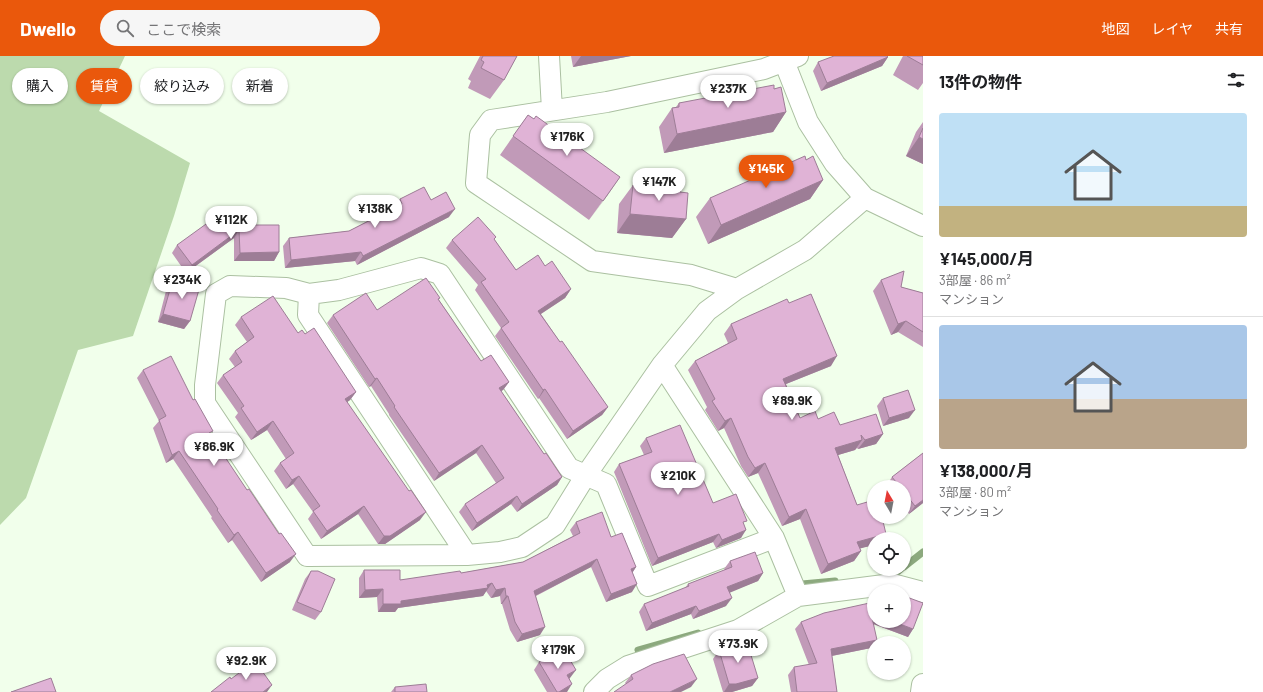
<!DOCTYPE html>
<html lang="ja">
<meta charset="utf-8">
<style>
:root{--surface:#fff;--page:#f6f6f6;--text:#202124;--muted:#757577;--line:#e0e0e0;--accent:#ea580c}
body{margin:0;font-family:Barlow,"Noto Sans JP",sans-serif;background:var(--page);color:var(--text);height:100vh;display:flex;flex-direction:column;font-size:15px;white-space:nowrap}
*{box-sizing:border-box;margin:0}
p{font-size:13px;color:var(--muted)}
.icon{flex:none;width:22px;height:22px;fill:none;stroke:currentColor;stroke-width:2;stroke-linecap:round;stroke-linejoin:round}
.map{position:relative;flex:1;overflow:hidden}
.side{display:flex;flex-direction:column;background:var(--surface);width:340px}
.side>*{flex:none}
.banner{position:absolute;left:12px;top:12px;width:380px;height:36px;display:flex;gap:8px}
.needle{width:26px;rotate:350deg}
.fabs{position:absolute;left:867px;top:424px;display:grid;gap:8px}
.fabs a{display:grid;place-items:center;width:44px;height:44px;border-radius:50%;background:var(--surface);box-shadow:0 1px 3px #0004;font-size:20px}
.price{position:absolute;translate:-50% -34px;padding:0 9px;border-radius:14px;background:#fff;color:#222;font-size:13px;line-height:26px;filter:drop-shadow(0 1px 2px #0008)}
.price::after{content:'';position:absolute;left:50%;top:24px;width:12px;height:9px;margin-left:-6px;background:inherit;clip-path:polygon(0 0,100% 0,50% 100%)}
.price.on{background:var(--accent);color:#fff}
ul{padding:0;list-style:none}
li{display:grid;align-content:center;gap:8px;height:212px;padding:0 16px}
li+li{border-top:1px solid var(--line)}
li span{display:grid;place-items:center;height:124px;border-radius:4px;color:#555}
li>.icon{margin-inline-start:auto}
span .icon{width:72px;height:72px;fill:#fffc;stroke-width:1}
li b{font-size:17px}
h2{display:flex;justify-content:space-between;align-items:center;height:48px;padding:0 16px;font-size:17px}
.tag{padding:0 14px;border-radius:18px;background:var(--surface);box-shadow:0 1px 3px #0004;font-size:14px;line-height:36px}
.tag.on{background:var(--accent);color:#fff}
header{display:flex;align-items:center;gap:24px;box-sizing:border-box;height:56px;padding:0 20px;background:var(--accent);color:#fff}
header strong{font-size:19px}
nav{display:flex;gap:22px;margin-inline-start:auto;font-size:14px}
.search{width:280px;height:36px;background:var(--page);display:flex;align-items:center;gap:10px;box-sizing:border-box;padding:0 14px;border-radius:22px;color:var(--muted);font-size:15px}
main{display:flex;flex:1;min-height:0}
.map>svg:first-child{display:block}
.green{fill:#bcdaad}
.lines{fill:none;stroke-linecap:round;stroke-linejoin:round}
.stream{stroke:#8ca97e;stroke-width:7}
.minor-casing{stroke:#abc0a1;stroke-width:22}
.secondary-casing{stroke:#abc0a1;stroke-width:24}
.minor{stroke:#fff;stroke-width:20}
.secondary{stroke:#fff;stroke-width:22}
.wall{fill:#c19ab8}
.shaded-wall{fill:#9d7d96}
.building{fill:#e0b3d6;stroke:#9d7d96}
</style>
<header>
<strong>Dwello</strong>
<div class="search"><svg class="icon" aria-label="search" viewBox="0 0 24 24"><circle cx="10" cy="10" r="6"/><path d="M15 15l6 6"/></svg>ここで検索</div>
<nav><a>地図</a><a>レイヤ</a><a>共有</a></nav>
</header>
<main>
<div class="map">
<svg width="923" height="636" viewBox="0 0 923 636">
<rect width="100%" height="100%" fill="#f1ffeb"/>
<!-- green -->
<path class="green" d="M0,0H125L99,55L190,107L174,160L133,280L78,294L26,442L0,469Z"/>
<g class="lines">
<!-- stream -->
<path class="stream" d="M904,511L923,496
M886,521H891L901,513
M802,528L835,525
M638,594L698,577"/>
<defs>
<path id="minor" d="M549,0L552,54
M782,0L808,66L835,108L865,142L923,170
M737,233L691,219L592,205L476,127L480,79L491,64L607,46L764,13L798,0
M309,238L308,259L467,499
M662,309L774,482L798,540
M774,482L648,530L606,428L569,412L440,218L421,212L339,234L309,238L286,232L230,230L216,238L205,329V347L307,500L467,499L500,496L522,491L555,469L586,419L662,309L707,255L737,233L805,194L865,142
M594,636L607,623L628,610L738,574L798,540L892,528L923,536"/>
<path id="secondary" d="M922,636L923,629"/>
</defs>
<!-- minor casing -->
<use href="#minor" class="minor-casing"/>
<!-- secondary casing -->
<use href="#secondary" class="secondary-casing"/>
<!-- minor -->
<use href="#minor" class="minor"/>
<!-- secondary -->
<use href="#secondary" class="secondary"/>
</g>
<!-- wall -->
<path class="wall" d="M480,0H517L504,24L490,43L468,32L471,25L468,23Z
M571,0H631L573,11Z
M903,0H923V27L918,34L893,19Z
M888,1L882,10L821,35L813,15L818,6Z
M774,33L786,56L773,76L664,97L659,71L672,52L676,51L679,47Z
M528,59L620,121L589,164L500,99Z
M923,66V108L906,100L916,76Z
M806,104L823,124L810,143L708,188L696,161L710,142Z
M633,129L680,136L686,163L672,182L617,177L619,148Z
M400,143L431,144L449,161L357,209L355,205L285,212L283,190L289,182L349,175L394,151Z
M218,169H279V196L274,205H234V182L186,217L172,197L177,189Z
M496,181L494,183L516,214L545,210L571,233L565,242L541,258L560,286L608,351L602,359L567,383L539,342L538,343L495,280L501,272L475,234L478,229L446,192L452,184Z
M173,223L190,265L184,273L158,266L167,231Z
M881,224L901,231L923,237V291L898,276L891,279L873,235Z
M439,244L481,305L509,326L503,334L501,335L544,398L562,421L557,429L517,456L511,448L472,475L459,456L465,448L496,427L476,397L434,425L389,359V358L371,330L369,331L327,267L333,259L377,254Z
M789,247L831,310L786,328L800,362L818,363L840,369L883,378L876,388L858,393L857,392L855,394L838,399L857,449L886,478L883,483H874V489L860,492L861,495L854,505L821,518L800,463L782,470L758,417L748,421L741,410L724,372L718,375L705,354L707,351L688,314L695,305L728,287L724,278L731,268Z
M241,261L298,277L305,278L356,336L350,344L347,346L420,464L385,488H378L358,458L321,483L308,463L313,456L293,428L286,433L274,415L280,407L286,403L267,374L251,384L235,361L238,357L217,327L223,319L235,311L229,303L235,295L247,286L235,269Z
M143,314L210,379L290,506L261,526L232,484L228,487L211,462L212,461L173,403L166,407L153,372L159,365L137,322Z
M883,342L909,362L883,370L877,350Z
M646,382L713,447L744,469L741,482L716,492L713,486L652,510L614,416L619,408L644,399L640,390Z
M923,397V447L909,458L904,451V431H888L887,429L892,421Z
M576,466L611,481L636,511L632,517V536L606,546L591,511L536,540L540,579L517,586L510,574L502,548H501L500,540L491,542L486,535L483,540L398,552L395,556H378L377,541L359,542V522L364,514L400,524L461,517L523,506L573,480L570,474Z
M730,505L763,517L758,525L729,536L726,550L693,563L691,558L646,575L639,556L644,548L685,532L688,528L725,514L724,513Z
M311,515L321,556L315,564L292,554L305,523Z
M874,546L913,573L908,581L873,568L875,587L871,592L832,600L837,636H791L788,619L794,611L809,609L795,573L801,566Z
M719,594L758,622L752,630L732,636H723L713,603Z
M539,606L570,622L569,623L567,636H547L534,614Z
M631,619L691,631L626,628L625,627Z
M395,631L427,636H391Z"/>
<!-- shaded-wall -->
<path class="shaded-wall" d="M581,0H631L573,11Z
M888,1L882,10L821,35L827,27Z
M786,56L773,76L664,97L677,78Z
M919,81L923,83V108L906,100Z
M620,121L607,140L589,164L603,145Z
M823,124L810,143L708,188L721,169Z
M455,153L449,161L357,209L363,200Z
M630,158L686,163L672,182L617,177Z
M239,174L234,182L186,217L192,209Z
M279,196L274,205H234L240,197Z
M361,196L355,205L285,212L291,204Z
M571,233L565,242L533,263L538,255Z
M163,258L190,265L184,273L158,266Z
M906,265L898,276L891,279L898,268Z
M837,300L831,310L776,332L783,323Z
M377,322L371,330L369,331L375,323Z
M509,326L503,334L493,340L499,332Z
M545,333L539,342L538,343L543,334Z
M356,336L350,344L339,352L345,343Z
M608,351L602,359L567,383L573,375Z
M915,354L909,362L883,370L889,362Z
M731,362L724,372L718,375L725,365Z
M273,365L267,374L251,384L257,376Z
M883,378L876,388L858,393L865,384Z
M862,384L855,394L828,402L835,392Z
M482,389L476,397L434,425L439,417Z
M179,395L173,403L166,407L172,399Z
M765,407L758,417L748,421L755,412Z
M299,420L293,428L286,433L292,424Z
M562,421L557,429L517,456L522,448Z
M517,440L511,448L472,475L477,467Z
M923,444V447L909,458L915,450Z
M364,450L358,458L321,483L327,475Z
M806,453L800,463L782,470L789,461Z
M426,456L420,464L385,488H378L384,480Z
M746,474L741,482L716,492L722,484Z
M238,476L232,484L228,487L234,479Z
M719,478L713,486L652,510L658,502Z
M886,478L883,483H874V489L850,495L857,486Z
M861,495L854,505L821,518L828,508Z
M296,498L290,506L261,526L266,517Z
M597,503L591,511L529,543L534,535Z
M636,511L631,519V513Z
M763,517L758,525L722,540L727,531Z
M492,527L483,540L398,552L395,556H378L383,548L487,529Z
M637,528L632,536L606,546L611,538Z
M505,532L500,540L491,542L496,534Z
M383,533L377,541L359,542L365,534Z
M506,540H508L502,548H501Z
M732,542L726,550L693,563L699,555Z
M696,550L691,558L646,575L652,567Z
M871,557L874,558V565H892L913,573L908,581L866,565Z
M545,571L540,579L517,586L522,578Z
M877,584L875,587H874L871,592L826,601L831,593Z
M576,614L570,622L562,627L567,619Z
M758,622L752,630L732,636H724L729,628Z
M697,623L691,631L681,636H670Z
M572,628L567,636H559Z
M272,629L267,636H263Z"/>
<!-- building -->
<path class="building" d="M483,0H517L504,24L481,12L484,6L481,4Z
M834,0H887L888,1L827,27L818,6Z
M907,0H923V9Z
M774,29V33L781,31L786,56L677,78L672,52L679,51V47Z
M528,59L534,63L536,60L620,121L603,145L513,80Z
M923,72V83L919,81Z
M805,100L806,104L813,100L823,124L721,169L710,142Z
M633,129L681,133L680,136L688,137L686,163L630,158Z
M424,131L431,144L446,136L455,153L363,200L361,196L291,204L289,182L349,175L402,148L400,143Z
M478,161L496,181L494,183L516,214L538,199L545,210L552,205L571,233L538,255L560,286L562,285L608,351L573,375L545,333L543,334L501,272L509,266L481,226L486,223L452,184Z
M213,163L218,169H279V196L240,197L239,174L192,209L177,189Z
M904,215L901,231L923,237V276L906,265L898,268L881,224Z
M426,222L440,242L438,243L481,305L491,299L509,326L499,332L544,398L546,397L562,421L522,448L517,440L477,467L465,448L504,422L482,389L439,417L394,351L395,350L377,322L375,323L333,259L366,237L377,254Z
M173,223L200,230L190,265L163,258Z
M811,238L837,300L783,323L800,362L815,355L818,363L834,356L840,369L876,358L883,378L865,384L861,379L862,384L835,392L857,449L874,444V461H882L886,478L857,486L861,495L828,508L806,453L789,461L765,407L755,412L748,401L731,362L725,365L712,345L715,343L695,305L737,283L731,268L787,243L789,247Z
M273,240L298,277L302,274L305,278L314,272L356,336L345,343L409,435L411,434L426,456L390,480H384L364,450L327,475L313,455L320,450L299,420L292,424L280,407L294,397L273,365L257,376L241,352L244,350L223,319L242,306L235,295L254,281L241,261Z
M171,300L193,344L195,343L213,375L209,377L247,434L249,433L279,478L281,477L296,498L266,517L238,476L234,479L217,454L218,453L179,395L172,399L159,364L166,360L143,314Z
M908,334L915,354L889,362L883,342Z
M680,369L713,447L736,438L747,465L743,466L746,474L722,484L719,478L658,502L619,408L652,396L646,382Z
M923,397V444L915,450L904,436V431H900L892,421Z
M602,456L611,481L622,477L636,511L631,513L637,528L611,538L597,503L534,535L545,571L522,578L515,566L508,540H506L505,532L496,534L492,527L487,529L488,532L401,545V548H383V533L365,534L364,514H400V524L460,515L461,517L523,506L580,477L576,466Z
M755,496L763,517L727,531L732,542L699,555L696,550L652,567L644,548L689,530L688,528L732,511L730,505Z
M311,515H318L335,523L321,556L297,546Z
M904,540L923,547L913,573L892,565H904Z
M874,546V558L871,557L877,584L831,593L837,636H797L794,611L817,607L801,566L824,557Z
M747,586L758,622L736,628H729L719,594Z
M563,592L576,614L567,619L572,628L559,636H557L539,606Z
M684,598L697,623L670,636H614L633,623L631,619L653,608Z
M255,605L272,629L263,636H211L230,621L231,623Z
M51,622L56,636H11Z
M426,628L427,636H395V631Z"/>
</svg>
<div class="fabs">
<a><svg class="needle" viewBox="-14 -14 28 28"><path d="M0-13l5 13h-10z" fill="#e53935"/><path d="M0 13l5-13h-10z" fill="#757577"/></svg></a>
<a><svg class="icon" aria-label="locate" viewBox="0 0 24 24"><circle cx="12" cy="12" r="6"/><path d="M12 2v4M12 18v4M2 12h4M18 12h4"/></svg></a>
<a>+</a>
<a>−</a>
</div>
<b class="price" style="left:728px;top:53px">¥237K</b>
<b class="price" style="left:567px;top:101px">¥176K</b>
<b class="price on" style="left:766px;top:133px">¥145K</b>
<b class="price" style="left:659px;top:146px">¥147K</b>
<b class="price" style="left:375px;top:173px">¥138K</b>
<b class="price" style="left:231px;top:184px">¥112K</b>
<b class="price" style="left:182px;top:244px">¥234K</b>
<b class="price" style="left:792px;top:365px">¥89.9K</b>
<b class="price" style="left:214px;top:411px">¥86.9K</b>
<b class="price" style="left:678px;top:440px">¥210K</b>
<b class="price" style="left:738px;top:608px">¥73.9K</b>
<b class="price" style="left:558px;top:614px">¥179K</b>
<b class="price" style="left:246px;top:625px">¥92.9K</b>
<div class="banner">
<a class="tag">購入</a>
<a class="tag on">賃貸</a>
<a class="tag">絞り込み</a>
<a class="tag">新着</a>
</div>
</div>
<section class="side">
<h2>13件の物件<svg class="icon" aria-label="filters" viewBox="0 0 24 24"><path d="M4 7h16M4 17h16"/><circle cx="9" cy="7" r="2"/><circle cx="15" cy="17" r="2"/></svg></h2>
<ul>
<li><span style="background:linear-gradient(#bfe0f5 75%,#c2b280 0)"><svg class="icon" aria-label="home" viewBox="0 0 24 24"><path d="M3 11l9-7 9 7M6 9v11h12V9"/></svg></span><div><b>¥145,000/月</b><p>3部屋 · 86 m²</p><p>マンション</p></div></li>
<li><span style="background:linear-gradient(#a9c7e8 60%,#b9a48a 0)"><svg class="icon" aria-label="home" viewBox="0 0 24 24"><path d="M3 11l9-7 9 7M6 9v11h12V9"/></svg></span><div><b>¥138,000/月</b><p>3部屋 · 80 m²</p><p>マンション</p></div></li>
</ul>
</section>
</main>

■ **PROBLEM**
Only lines containing the string "linejoin" are needed. Pull each of them out of the records above.

■ **SOLUTION FOR THIS TASK**
.icon{flex:none;width:22px;height:22px;fill:none;stroke:currentColor;stroke-width:2;stroke-linecap:round;stroke-linejoin:round}
.lines{fill:none;stroke-linecap:round;stroke-linejoin:round}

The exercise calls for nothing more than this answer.